(Extracted data entries)
--- START ---
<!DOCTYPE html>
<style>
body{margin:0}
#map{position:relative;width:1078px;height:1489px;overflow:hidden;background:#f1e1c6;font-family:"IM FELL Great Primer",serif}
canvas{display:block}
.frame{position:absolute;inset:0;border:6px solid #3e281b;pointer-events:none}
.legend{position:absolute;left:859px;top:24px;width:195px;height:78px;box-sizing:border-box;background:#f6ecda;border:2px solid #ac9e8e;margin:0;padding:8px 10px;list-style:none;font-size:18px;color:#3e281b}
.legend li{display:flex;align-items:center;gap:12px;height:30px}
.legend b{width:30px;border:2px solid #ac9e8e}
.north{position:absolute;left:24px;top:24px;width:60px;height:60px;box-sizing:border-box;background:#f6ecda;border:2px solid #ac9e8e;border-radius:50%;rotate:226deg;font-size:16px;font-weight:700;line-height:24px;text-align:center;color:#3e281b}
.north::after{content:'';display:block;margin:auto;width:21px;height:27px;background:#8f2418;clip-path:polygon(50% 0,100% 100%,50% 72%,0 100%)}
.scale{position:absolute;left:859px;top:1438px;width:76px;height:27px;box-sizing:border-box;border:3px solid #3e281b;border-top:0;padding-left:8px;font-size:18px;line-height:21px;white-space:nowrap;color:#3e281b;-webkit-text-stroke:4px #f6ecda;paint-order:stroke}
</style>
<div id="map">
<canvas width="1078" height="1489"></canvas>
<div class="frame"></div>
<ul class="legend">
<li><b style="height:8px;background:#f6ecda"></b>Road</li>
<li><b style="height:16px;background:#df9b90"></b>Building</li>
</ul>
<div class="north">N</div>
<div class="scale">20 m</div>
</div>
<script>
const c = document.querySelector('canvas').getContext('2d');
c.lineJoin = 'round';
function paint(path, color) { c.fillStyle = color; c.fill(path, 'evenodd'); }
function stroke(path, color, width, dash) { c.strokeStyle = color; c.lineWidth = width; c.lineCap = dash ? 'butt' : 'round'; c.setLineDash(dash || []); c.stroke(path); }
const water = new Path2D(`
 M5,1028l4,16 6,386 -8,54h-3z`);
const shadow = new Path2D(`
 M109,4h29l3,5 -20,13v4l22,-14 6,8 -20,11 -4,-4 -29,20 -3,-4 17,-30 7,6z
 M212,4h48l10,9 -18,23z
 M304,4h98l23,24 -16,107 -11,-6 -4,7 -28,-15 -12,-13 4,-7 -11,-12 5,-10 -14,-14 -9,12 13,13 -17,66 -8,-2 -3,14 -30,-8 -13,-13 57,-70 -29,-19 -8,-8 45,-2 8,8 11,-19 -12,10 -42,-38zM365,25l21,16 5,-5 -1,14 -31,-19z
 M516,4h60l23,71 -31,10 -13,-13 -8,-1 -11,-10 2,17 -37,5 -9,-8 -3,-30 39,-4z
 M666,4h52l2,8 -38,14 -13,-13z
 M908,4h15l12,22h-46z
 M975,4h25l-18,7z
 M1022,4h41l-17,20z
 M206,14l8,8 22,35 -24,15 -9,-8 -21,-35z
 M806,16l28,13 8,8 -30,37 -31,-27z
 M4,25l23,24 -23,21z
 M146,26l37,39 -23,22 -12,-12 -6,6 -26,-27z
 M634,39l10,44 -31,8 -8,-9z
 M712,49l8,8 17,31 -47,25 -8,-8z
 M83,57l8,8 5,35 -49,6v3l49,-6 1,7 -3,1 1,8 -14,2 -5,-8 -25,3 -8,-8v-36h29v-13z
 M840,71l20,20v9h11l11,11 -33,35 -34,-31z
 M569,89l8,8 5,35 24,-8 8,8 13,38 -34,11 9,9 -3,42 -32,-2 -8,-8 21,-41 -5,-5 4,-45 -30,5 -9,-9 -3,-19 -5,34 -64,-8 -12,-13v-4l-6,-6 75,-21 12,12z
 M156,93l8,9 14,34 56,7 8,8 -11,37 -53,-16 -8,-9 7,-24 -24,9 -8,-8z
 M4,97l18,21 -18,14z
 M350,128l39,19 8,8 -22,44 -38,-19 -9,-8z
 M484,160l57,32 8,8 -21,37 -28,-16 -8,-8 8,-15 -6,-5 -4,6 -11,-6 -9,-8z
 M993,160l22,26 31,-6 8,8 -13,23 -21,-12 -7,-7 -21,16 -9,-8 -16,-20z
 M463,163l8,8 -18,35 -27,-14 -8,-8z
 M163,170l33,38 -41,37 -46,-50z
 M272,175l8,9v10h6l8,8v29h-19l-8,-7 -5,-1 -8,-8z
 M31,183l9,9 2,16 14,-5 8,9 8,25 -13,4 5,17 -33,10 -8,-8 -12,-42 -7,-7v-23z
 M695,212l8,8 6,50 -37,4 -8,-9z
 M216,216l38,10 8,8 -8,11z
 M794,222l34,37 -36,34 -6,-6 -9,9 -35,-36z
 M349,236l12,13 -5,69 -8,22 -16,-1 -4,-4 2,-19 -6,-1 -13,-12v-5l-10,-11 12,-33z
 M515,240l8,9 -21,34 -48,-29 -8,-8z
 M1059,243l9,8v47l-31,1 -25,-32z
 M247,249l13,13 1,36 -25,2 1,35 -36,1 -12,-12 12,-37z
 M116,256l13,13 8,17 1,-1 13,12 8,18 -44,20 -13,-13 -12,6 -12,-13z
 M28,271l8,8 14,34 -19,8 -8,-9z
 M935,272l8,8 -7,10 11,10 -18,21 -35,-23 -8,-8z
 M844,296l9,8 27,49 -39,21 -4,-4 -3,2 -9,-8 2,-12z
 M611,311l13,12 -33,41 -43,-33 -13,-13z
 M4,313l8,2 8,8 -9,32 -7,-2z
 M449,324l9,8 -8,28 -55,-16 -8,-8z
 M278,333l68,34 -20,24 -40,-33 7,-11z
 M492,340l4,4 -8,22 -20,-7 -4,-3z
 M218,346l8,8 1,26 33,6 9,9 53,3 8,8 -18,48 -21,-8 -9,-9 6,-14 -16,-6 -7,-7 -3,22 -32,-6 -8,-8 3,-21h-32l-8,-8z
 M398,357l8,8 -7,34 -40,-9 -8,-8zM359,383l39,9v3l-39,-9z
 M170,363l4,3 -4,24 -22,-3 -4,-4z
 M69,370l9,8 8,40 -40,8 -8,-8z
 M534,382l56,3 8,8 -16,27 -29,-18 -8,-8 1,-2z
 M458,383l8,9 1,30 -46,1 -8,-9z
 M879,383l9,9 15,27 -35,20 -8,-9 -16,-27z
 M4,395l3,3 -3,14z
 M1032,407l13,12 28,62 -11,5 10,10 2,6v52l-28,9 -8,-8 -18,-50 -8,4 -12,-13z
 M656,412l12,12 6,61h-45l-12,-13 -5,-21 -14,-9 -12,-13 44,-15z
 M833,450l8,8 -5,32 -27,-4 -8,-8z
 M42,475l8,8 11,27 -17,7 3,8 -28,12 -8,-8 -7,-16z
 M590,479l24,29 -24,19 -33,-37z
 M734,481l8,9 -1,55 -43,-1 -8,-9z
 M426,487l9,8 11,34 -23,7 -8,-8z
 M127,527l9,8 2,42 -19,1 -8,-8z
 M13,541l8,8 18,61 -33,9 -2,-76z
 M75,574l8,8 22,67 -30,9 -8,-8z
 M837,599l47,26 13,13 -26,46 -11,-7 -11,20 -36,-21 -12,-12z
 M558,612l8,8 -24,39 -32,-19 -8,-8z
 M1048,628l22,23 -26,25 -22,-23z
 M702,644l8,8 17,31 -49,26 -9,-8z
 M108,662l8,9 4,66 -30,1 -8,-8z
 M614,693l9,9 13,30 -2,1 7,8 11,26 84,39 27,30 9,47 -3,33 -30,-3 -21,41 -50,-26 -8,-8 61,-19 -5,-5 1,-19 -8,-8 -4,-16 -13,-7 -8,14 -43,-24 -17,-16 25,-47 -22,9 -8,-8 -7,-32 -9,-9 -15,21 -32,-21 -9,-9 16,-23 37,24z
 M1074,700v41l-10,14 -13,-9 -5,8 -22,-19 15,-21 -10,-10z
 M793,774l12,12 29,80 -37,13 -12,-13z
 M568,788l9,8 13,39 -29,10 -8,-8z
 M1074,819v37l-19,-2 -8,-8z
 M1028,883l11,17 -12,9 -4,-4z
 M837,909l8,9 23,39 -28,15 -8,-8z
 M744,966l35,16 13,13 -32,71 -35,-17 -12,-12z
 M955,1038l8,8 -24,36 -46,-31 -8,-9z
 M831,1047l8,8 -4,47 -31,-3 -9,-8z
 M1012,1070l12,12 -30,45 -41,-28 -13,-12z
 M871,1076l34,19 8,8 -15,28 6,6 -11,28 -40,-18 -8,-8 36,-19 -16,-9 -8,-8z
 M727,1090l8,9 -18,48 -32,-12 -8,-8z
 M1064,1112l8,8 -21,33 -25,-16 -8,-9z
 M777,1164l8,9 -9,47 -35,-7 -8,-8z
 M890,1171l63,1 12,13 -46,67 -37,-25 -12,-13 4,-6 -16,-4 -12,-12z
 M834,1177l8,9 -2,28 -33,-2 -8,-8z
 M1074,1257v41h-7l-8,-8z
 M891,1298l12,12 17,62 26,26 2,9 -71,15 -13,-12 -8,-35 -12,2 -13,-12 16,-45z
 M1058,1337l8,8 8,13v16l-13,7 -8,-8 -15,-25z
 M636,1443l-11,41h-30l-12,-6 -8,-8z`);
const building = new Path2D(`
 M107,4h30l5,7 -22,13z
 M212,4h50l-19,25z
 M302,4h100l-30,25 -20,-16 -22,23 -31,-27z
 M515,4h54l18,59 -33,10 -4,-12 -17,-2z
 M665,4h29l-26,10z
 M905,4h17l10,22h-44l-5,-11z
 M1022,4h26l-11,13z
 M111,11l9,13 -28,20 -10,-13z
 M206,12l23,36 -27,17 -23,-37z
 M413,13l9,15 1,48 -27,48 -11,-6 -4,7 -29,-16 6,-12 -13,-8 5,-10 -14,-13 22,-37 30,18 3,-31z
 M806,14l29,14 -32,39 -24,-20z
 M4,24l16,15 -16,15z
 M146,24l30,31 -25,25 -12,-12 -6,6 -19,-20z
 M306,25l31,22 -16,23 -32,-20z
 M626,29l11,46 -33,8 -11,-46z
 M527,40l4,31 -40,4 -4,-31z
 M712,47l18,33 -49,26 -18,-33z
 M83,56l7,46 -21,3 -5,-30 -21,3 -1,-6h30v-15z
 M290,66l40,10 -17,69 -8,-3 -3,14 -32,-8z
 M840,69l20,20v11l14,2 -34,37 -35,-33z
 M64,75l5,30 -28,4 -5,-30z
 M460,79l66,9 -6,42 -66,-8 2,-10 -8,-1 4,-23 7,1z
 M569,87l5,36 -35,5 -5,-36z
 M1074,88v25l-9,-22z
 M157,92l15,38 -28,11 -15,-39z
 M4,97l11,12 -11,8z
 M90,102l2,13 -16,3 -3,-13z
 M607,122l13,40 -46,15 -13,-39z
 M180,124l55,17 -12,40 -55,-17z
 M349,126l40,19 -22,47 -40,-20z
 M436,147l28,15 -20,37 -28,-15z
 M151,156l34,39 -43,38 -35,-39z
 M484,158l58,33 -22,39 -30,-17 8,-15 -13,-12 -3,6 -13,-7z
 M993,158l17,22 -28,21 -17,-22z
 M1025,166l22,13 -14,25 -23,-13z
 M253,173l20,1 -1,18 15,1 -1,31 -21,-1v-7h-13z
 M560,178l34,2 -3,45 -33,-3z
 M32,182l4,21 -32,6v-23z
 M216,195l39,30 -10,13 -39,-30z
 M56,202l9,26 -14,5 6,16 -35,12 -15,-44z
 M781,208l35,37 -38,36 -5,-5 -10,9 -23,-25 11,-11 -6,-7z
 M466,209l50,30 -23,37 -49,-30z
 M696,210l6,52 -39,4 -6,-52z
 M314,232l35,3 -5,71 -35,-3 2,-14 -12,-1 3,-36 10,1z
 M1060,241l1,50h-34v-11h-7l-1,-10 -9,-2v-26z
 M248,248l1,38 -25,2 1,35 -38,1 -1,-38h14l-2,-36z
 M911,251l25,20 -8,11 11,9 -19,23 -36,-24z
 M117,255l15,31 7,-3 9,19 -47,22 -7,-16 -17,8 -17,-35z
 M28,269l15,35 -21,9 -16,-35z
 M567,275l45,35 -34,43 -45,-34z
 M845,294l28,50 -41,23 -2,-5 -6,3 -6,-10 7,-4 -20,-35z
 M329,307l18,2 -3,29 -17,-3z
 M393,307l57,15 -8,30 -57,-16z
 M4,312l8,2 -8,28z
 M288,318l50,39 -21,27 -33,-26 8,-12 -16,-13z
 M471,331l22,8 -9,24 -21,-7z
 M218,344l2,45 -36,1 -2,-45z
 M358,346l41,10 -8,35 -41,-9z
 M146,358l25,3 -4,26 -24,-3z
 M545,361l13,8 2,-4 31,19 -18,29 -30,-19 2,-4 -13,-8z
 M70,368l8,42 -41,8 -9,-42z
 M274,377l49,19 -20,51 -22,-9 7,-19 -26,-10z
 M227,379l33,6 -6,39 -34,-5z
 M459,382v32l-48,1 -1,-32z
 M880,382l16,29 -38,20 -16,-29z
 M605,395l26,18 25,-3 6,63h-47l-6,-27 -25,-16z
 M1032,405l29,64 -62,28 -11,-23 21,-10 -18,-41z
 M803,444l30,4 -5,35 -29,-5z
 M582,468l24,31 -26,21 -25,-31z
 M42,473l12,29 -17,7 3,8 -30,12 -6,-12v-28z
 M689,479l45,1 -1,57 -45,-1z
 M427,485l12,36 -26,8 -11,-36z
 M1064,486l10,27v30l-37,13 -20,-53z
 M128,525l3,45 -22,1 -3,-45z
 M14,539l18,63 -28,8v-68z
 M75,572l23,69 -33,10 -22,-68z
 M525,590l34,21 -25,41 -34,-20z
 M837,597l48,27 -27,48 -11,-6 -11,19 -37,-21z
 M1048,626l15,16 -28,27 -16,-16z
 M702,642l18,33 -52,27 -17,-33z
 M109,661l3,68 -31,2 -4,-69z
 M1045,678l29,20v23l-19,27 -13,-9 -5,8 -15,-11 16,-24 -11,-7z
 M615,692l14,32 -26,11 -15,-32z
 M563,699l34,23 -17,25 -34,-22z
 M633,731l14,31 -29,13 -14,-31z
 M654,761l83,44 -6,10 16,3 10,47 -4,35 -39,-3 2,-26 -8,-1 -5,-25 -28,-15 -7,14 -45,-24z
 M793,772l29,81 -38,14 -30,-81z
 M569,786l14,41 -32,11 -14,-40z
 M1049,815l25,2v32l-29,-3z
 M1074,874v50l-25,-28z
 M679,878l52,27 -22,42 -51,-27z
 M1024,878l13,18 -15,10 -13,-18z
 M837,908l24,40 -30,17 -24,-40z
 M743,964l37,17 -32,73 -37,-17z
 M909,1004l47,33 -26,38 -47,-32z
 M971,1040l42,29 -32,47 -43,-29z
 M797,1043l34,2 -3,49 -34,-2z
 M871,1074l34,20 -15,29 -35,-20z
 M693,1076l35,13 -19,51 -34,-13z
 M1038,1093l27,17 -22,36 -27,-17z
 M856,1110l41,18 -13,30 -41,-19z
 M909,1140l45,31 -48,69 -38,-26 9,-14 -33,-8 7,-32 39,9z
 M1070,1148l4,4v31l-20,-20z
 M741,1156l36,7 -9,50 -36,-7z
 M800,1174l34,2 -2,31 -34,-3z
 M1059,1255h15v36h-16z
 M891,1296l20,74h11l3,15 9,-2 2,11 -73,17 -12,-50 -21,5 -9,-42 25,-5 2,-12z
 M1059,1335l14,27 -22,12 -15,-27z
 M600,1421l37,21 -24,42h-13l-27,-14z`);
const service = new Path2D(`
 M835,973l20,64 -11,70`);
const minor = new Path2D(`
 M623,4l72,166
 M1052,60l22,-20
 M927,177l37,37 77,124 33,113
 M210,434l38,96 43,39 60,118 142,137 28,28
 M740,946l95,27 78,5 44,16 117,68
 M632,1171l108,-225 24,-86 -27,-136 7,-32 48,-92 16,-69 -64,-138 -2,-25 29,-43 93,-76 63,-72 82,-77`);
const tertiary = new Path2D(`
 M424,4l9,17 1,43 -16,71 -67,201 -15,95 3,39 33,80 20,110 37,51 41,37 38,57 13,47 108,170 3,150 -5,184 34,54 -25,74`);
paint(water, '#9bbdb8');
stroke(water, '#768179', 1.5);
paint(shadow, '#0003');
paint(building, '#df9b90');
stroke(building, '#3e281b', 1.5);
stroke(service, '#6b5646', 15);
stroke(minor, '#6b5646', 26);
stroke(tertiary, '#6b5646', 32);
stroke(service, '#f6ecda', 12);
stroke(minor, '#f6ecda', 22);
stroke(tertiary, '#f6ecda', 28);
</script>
--- END ---
▶ Your instructions: Starting at the line in the records above that contains "stroke(minor, '#6b5646', 26);", output every line up to and including the last one, with nothing added.

▶ Output for this task:
stroke(minor, '#6b5646', 26);
stroke(tertiary, '#6b5646', 32);
stroke(service, '#f6ecda', 12);
stroke(minor, '#f6ecda', 22);
stroke(tertiary, '#f6ecda', 28);
</script>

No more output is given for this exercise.